Work to be completed
From the entries below, copy exactly the lines from the one that contains "ctx.lineWidth = 5;" through the one that contains "M191,1107l243,1 1,8 -245,2z", both included, and only those.

Supplied records
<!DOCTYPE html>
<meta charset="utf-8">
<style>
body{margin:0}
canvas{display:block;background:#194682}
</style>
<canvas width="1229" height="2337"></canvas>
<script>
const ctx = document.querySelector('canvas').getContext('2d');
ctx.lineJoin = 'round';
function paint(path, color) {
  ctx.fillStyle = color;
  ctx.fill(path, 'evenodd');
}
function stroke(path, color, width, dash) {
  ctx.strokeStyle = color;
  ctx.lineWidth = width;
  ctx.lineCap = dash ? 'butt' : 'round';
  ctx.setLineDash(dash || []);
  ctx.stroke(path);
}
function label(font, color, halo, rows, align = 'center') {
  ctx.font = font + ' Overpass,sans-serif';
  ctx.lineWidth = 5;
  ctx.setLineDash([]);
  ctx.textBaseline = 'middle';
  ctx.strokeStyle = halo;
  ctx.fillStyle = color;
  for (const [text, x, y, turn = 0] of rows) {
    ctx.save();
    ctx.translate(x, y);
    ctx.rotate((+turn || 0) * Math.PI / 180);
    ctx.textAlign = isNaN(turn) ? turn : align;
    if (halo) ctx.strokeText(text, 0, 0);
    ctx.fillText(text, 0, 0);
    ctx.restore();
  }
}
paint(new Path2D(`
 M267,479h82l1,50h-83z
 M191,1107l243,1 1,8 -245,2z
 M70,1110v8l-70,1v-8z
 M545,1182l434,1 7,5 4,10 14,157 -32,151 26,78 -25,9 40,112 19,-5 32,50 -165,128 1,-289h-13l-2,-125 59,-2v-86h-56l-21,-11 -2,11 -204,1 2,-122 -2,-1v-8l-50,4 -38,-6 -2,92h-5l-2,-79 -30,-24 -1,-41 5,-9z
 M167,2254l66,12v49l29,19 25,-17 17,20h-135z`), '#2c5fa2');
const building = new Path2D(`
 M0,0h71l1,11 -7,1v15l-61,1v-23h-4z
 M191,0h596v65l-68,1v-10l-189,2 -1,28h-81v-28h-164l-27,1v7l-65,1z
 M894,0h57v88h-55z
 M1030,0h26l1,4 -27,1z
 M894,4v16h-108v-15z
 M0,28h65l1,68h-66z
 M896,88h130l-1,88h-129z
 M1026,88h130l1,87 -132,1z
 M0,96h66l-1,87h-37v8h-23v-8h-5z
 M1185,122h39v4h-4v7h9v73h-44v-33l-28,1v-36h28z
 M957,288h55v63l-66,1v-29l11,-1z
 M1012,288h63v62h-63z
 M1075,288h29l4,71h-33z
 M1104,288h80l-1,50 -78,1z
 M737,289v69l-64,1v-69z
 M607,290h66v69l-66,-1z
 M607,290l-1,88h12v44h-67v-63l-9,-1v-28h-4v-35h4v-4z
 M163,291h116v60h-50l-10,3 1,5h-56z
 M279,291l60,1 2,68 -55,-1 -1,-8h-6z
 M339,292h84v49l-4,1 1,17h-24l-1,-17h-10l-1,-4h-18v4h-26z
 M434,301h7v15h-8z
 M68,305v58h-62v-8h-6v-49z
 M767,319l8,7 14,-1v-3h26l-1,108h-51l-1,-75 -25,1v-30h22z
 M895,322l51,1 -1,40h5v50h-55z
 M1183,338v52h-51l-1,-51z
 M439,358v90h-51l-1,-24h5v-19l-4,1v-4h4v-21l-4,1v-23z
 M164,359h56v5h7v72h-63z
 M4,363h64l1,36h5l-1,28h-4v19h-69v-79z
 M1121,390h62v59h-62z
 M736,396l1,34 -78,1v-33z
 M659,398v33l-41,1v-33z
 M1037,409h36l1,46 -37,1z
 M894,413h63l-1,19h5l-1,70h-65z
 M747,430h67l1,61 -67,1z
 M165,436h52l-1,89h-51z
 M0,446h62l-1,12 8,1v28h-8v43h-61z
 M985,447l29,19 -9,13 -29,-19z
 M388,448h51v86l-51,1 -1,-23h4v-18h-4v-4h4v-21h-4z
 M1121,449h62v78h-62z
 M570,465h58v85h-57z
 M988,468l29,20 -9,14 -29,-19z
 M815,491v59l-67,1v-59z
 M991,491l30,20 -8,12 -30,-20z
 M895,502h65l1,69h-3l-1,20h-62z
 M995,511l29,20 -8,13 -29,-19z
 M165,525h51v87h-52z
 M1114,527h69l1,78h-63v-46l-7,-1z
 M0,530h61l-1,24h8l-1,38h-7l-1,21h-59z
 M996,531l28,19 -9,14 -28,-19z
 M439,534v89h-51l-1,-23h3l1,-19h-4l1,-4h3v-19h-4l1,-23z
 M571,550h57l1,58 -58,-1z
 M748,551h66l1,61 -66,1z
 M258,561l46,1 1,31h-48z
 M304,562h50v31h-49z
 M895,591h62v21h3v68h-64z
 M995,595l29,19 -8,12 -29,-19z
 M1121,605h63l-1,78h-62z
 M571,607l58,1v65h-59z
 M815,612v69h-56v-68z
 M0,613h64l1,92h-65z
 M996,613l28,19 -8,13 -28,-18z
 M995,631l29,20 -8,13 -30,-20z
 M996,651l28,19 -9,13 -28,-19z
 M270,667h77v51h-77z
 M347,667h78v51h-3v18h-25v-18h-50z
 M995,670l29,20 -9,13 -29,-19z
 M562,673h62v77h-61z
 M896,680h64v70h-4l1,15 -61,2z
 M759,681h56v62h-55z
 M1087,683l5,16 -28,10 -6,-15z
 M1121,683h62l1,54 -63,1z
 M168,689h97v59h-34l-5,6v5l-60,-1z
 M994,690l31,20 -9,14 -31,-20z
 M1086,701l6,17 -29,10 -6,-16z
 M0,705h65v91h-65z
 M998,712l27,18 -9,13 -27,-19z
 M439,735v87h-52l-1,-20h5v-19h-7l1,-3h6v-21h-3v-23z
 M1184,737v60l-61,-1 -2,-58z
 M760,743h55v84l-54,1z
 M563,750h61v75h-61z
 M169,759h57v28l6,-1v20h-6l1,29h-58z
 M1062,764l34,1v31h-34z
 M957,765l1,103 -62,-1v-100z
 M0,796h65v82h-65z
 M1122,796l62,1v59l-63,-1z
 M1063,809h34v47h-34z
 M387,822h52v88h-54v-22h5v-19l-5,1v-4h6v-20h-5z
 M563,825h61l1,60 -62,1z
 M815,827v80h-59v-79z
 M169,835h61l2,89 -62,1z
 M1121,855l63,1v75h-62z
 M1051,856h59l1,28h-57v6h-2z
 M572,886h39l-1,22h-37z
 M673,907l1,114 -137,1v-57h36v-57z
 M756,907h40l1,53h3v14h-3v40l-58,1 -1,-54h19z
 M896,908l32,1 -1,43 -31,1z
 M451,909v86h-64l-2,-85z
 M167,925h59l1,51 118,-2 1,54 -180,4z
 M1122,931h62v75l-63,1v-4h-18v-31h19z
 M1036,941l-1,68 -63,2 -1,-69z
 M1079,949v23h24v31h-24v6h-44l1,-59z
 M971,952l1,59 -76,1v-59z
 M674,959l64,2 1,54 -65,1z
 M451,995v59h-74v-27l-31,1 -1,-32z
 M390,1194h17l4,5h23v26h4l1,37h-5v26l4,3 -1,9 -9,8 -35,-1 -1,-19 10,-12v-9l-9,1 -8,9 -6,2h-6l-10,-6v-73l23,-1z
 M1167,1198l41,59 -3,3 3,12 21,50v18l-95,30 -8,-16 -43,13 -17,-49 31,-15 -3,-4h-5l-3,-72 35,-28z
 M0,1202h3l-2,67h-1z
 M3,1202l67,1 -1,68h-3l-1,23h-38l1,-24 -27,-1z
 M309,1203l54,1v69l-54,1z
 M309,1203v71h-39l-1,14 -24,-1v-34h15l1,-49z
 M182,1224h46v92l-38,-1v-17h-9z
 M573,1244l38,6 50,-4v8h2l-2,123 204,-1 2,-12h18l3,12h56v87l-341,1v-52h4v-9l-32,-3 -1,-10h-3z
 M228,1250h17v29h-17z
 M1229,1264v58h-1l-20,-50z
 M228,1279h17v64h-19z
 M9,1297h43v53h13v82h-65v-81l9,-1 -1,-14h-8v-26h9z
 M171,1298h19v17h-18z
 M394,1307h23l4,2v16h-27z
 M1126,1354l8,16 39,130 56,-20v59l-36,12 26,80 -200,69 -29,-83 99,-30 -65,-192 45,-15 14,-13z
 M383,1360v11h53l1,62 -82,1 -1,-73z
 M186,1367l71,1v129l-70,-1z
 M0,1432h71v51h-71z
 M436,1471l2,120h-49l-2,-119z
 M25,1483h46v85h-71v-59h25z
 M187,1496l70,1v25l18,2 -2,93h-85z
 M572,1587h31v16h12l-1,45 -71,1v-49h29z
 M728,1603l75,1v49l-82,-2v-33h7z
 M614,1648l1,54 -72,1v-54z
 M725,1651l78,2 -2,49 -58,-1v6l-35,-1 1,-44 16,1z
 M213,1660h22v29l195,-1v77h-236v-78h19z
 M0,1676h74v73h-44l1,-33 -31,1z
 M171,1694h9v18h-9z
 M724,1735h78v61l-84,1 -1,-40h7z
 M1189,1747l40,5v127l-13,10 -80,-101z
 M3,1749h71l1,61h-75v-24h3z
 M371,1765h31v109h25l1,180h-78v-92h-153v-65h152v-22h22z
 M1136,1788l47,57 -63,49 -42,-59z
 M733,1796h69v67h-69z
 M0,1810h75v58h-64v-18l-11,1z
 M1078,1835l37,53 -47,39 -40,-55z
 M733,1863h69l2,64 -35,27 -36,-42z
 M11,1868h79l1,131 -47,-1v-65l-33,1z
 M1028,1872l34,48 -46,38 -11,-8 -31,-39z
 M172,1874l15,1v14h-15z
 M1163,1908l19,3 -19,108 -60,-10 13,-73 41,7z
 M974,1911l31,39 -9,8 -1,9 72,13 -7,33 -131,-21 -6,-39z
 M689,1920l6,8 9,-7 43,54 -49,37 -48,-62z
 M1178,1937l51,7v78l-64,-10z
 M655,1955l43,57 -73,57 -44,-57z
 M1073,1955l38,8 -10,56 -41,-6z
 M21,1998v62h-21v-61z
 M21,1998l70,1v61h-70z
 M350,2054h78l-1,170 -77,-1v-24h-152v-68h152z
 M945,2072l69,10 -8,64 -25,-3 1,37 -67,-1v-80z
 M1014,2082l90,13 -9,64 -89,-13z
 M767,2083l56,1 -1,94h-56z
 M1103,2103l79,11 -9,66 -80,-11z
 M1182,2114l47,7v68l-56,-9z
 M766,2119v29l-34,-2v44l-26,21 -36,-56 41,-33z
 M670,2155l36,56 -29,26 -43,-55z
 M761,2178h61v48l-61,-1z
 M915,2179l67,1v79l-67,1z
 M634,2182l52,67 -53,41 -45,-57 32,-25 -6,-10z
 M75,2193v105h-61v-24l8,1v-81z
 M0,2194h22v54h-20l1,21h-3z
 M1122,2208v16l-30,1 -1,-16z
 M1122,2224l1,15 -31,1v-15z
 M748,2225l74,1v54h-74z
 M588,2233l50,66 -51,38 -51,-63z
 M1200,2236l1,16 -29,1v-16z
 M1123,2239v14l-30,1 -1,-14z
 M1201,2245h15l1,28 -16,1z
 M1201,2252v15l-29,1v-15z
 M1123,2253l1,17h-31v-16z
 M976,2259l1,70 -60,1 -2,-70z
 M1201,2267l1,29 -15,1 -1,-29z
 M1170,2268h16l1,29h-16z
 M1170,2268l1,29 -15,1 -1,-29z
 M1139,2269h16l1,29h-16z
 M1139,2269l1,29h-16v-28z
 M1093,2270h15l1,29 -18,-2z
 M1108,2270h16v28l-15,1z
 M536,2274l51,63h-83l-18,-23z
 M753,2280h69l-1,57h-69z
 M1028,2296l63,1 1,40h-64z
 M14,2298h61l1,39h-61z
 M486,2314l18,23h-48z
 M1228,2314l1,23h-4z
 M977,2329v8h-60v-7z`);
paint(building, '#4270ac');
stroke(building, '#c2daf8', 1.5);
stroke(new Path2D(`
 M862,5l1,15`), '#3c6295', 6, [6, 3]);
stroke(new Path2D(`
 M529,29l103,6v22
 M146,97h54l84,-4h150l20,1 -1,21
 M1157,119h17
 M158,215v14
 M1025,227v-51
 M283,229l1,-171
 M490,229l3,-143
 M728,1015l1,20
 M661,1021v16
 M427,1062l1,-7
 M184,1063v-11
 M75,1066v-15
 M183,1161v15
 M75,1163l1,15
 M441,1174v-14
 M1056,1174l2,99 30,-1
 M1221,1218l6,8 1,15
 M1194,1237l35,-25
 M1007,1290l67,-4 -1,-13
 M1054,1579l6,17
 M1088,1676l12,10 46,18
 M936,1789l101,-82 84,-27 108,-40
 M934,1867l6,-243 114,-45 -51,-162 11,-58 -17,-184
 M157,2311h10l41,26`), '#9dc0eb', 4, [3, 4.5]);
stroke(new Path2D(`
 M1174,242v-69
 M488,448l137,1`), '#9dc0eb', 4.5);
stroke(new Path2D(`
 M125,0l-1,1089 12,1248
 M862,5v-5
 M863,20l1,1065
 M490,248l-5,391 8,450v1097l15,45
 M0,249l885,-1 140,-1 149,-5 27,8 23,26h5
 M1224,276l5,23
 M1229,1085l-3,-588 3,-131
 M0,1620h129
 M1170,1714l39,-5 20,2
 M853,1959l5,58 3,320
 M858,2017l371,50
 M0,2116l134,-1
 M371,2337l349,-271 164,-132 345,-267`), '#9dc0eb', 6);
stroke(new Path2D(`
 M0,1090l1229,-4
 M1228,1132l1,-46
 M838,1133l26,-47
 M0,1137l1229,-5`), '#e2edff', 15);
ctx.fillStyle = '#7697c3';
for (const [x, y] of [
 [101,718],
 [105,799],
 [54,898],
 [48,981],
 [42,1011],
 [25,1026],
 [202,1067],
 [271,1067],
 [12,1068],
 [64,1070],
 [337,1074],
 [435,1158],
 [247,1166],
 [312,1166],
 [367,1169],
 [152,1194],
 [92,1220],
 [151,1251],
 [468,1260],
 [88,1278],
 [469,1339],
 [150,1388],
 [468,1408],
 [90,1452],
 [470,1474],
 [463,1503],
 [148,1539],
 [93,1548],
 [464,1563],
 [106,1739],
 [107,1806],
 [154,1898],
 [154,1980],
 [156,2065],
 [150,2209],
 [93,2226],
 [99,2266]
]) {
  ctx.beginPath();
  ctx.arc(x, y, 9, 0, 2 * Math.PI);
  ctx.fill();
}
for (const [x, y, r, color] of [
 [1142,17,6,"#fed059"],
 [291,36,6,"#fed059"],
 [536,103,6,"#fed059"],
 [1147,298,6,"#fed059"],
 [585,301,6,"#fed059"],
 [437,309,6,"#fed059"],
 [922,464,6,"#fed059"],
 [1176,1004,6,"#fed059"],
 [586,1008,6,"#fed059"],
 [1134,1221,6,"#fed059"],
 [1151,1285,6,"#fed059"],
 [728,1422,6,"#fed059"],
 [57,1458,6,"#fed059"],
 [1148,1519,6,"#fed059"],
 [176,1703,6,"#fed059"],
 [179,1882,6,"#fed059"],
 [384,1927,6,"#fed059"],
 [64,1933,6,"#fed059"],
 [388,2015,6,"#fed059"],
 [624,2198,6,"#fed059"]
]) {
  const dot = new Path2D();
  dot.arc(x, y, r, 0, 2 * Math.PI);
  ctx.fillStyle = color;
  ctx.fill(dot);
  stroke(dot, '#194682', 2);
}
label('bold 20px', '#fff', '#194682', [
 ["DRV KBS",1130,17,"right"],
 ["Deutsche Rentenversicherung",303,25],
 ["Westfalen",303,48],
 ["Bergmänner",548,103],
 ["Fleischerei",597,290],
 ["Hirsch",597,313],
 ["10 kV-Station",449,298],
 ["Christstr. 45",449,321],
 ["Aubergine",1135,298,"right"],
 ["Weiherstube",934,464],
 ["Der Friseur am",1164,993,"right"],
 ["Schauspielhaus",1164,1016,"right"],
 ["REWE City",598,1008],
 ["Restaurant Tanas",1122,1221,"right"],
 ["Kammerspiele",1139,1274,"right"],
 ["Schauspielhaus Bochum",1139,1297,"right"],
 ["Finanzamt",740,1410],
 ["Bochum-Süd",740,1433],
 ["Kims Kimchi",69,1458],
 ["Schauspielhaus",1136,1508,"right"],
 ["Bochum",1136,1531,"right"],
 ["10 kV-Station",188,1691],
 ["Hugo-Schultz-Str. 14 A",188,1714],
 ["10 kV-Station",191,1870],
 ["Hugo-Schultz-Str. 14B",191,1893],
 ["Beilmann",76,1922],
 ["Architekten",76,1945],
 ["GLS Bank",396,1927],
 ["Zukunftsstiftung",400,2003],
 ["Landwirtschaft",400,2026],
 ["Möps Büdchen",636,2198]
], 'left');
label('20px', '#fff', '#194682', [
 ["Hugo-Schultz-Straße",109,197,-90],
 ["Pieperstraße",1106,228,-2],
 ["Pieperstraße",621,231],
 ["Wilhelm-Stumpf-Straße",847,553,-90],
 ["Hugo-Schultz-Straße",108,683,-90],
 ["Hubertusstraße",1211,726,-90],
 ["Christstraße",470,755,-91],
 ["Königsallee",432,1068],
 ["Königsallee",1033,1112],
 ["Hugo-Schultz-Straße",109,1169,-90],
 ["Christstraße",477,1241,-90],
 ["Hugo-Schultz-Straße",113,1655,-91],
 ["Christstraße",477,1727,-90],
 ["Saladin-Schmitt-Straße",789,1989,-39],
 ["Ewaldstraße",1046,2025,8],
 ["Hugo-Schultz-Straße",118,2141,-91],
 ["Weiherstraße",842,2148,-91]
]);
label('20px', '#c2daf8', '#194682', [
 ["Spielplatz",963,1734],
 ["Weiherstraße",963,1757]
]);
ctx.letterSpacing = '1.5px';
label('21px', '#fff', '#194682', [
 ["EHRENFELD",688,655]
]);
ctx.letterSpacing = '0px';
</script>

Answer box
  ctx.lineWidth = 5;
  ctx.setLineDash([]);
  ctx.textBaseline = 'middle';
  ctx.strokeStyle = halo;
  ctx.fillStyle = color;
  for (const [text, x, y, turn = 0] of rows) {
    ctx.save();
    ctx.translate(x, y);
    ctx.rotate((+turn || 0) * Math.PI / 180);
    ctx.textAlign = isNaN(turn) ? turn : align;
    if (halo) ctx.strokeText(text, 0, 0);
    ctx.fillText(text, 0, 0);
    ctx.restore();
  }
}
paint(new Path2D(`
 M267,479h82l1,50h-83z
 M191,1107l243,1 1,8 -245,2z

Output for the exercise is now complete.